The Hong Kong stock exchange plans to become a fully electronic and paperless bourse, starting with the process for initial public offerings from 2022, according to a consultation paper issued on Monday.
Bourse operator Hong Kong Exchanges and Clearing, the city’s Securities and Futures Commission and the Federation of Share Registrars are collecting views on the proposal until April 27.
Confirming a report by the South China Morning Post two weeks ago, the plan is aimed at making Hong Kong’s stock market more competitive and brings it in line with international standards. Paper listings subscriptions have been abandoned by many exchanges globally.
Under the proposal, investors will be able to hold securities without any paper documents, opening and managing their accounts online. The company will send any necessary documents or annual reports electronically to the investors.
There will be two types of account, one tailor-made for retail investors and the other for institutional investors, each with a different technical structure to meet their needs.
The Federation of Share Registration is exploring the feasibility of building a web-based common platform across share registrars to allow investors to manage their electronic shareholding records.
“First, we propose gradually requiring all IPO securities to be in uncertificated form only,” the consultation paper said. “We will start first with shares in Hong Kong companies, and then progress to other shares and securities.”
The regulator will propose a date, which is not yet fixed, after which it will no longer accept any paper applications or cheques as part of the IPO process, only electronic transactions.
As it will require a change in the law and time to set up the new system, the consultation document estimates the implementation of the paperless bourse will happen in early 2022.
Gary Cheung Wai-kwok, the chairman of industry body Hong Kong Securities Association, supports the proposal. “Turning the Hong Kong stock market into a paperless bourse will enhance trading and the efficiency of settlements. It will also enhance the competitiveness of the local market,” he said.
The switch to a paperless, fully electronic bourse will also cut the lag between the close of an IPO and the first trading day, from five days now to two days. It will also allow for trading to start the day after pricing, instead of the current waiting period of five days.

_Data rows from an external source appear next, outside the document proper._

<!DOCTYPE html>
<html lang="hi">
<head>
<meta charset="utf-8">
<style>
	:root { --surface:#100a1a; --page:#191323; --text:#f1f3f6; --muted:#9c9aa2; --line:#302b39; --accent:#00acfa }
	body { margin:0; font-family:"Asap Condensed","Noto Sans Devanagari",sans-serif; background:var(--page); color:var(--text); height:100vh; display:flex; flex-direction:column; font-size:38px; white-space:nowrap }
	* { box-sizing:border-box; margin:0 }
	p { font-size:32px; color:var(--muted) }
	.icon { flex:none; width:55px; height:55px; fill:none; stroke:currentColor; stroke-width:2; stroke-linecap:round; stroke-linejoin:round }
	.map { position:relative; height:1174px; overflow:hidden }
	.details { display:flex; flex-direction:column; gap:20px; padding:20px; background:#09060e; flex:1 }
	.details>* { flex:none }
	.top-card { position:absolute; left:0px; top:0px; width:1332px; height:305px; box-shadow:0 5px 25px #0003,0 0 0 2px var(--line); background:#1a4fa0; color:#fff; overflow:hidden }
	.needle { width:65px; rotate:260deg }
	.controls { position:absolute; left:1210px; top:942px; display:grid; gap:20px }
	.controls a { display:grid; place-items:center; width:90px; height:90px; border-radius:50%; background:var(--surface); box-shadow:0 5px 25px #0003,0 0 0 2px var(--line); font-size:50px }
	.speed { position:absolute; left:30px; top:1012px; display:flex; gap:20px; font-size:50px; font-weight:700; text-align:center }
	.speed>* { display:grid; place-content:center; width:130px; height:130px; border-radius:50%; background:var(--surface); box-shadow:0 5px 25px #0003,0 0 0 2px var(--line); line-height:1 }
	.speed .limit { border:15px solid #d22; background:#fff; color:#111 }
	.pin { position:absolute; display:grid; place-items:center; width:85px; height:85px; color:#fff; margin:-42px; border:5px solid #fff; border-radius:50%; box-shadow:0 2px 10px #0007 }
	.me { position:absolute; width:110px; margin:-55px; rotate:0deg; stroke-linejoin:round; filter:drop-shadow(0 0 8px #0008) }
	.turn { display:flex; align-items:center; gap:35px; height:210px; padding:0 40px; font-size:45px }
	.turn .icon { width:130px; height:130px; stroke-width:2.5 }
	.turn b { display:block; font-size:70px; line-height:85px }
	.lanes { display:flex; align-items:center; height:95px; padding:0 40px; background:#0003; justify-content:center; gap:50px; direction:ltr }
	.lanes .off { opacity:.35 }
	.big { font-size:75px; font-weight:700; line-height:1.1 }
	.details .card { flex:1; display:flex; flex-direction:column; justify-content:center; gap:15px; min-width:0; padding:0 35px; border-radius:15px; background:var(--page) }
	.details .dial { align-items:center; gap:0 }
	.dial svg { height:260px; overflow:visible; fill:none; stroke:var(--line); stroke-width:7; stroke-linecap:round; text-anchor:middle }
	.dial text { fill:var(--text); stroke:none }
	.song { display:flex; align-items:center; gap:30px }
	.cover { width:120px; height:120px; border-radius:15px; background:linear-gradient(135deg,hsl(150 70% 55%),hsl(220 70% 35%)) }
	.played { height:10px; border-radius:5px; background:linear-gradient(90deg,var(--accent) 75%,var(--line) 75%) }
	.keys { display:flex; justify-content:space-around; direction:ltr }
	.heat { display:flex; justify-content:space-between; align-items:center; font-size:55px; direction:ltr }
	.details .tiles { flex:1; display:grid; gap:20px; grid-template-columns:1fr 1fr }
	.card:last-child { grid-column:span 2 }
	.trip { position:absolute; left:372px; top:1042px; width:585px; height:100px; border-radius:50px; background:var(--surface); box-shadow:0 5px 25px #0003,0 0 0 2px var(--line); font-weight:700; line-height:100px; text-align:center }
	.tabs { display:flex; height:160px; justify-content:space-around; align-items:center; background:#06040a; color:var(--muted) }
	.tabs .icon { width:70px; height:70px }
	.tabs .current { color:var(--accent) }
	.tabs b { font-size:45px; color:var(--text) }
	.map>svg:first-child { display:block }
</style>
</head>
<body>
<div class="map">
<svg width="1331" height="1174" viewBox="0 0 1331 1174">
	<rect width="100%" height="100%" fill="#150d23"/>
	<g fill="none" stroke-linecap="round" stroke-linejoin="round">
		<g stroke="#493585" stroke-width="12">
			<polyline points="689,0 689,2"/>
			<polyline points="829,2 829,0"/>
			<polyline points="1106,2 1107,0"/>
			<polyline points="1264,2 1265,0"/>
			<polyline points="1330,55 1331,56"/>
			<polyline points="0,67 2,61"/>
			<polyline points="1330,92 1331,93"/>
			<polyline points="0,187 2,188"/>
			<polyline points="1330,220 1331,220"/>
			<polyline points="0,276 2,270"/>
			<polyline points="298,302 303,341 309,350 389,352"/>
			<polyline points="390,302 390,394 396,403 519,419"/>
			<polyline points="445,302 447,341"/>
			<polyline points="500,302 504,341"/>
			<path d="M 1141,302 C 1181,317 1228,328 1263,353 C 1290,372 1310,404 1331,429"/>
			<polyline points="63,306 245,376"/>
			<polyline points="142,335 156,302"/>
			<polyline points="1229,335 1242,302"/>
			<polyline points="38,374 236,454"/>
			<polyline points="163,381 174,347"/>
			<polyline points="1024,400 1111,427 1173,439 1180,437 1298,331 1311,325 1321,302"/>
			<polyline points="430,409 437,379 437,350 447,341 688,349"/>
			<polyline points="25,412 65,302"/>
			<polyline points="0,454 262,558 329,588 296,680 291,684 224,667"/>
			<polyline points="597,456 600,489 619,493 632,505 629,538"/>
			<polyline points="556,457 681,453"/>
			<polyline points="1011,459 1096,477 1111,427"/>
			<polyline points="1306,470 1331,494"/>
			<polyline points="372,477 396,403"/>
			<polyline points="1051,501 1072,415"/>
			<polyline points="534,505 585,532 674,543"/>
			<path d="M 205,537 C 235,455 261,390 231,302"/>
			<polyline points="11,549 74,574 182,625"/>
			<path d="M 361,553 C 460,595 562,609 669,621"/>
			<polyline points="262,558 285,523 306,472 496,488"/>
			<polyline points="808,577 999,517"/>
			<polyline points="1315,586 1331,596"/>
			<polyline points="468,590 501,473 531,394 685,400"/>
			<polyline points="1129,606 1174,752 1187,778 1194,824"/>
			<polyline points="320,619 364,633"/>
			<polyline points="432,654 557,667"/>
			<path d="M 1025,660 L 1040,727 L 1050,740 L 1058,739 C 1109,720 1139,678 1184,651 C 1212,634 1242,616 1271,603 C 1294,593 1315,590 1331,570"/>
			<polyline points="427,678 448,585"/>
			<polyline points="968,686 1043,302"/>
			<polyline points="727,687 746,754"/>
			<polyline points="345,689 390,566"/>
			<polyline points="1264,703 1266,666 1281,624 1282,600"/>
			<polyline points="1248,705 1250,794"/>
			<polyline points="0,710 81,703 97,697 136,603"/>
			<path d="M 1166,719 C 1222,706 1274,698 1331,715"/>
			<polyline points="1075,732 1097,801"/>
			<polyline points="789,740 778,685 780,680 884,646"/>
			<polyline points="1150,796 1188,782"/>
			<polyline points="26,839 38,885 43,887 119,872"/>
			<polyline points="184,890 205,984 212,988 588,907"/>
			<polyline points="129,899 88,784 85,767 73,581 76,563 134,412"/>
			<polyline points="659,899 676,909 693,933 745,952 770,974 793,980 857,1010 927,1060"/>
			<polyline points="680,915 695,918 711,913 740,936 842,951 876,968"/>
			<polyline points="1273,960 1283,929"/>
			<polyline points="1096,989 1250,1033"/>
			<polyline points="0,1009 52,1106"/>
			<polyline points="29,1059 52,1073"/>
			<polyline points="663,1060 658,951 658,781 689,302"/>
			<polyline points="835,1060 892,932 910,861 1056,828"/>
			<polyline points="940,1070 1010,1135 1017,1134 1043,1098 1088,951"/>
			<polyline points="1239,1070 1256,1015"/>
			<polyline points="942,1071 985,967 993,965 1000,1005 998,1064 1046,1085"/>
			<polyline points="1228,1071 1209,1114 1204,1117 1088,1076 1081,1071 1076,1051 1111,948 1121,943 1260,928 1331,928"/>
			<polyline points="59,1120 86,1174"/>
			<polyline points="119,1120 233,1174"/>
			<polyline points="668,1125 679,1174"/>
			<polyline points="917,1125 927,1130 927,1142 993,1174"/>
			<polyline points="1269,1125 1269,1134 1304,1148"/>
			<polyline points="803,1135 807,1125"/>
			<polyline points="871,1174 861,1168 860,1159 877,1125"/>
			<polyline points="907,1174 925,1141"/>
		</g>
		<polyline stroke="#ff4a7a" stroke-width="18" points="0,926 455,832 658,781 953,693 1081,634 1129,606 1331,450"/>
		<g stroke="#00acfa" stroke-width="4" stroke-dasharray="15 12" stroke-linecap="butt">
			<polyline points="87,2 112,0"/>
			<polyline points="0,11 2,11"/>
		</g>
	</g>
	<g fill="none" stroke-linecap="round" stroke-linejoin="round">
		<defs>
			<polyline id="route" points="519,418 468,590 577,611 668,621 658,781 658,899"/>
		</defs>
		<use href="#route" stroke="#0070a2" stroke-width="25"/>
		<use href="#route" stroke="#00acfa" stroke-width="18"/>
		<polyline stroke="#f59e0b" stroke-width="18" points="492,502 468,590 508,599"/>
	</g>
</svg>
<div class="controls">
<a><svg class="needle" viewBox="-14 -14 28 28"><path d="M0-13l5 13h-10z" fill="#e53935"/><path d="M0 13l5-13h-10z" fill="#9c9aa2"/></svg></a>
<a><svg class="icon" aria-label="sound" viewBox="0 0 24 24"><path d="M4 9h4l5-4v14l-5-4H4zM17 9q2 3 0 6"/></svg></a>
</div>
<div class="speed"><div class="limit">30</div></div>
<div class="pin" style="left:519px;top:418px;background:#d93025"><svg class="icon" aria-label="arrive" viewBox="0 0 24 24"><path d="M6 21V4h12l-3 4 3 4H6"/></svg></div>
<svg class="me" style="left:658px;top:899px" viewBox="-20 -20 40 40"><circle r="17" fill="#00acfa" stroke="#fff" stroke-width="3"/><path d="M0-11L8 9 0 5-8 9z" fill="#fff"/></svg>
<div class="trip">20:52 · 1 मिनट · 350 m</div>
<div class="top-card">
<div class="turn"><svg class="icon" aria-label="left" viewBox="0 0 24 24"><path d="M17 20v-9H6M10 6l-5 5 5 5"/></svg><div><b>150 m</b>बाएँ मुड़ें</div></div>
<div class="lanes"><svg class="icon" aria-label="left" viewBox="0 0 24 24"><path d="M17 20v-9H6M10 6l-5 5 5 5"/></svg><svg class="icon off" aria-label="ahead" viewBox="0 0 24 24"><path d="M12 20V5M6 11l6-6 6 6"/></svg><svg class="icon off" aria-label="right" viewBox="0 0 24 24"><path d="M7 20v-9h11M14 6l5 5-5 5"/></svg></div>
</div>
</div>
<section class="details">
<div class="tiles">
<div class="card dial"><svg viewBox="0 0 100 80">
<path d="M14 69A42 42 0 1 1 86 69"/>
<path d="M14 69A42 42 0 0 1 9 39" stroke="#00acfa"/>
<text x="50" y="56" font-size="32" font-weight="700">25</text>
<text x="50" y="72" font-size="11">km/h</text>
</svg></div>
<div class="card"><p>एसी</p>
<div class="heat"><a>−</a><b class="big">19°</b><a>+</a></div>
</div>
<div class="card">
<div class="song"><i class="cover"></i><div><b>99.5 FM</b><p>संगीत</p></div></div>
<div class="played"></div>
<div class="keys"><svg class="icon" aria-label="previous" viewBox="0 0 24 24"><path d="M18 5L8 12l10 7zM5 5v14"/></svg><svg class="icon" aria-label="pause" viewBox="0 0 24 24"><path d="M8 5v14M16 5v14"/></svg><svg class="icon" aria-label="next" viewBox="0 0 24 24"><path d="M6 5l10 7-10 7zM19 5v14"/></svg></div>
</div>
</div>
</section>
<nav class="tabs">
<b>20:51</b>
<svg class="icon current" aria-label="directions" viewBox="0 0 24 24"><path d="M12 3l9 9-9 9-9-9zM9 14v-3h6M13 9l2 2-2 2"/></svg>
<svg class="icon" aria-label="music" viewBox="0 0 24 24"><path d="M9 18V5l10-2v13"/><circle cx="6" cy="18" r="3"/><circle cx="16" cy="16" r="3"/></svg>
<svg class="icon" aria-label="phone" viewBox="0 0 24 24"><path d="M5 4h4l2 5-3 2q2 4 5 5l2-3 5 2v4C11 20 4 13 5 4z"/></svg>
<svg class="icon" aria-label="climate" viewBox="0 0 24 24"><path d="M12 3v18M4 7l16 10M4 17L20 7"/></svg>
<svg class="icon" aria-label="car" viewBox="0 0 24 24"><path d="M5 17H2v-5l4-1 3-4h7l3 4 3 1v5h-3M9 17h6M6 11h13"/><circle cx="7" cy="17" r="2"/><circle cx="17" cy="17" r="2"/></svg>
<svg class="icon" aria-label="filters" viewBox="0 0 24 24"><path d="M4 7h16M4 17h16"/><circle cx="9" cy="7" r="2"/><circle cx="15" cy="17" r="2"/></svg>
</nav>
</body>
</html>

Hong Kong has for the past two decades used a hybrid system that allows for paper as well as internet-based IPO subscriptions. The proposed change will end the paper application channel and scrap the need for listed issuers to print and mail share certificates to investors.
But this does mean the bourse will need to take care of its older patrons. Cheung Tin-sang, 80, a stockbroker who has traded on behalf of local clients for 60 years, said: “Some of the older investors like to keep their share certificates at home. The stock exchange should not force them to give up their certificates.
The Hong Kong Securities Association’s Cheung said: “It will be good for the HKEX to introduce such moves step by step. Making the IPO process purely electronic should not meet much opposition.
“As far as share certificates go, the HKEX may need to educate older investors to accept the idea that it is safe to have their stock holdings turn digital,” he added.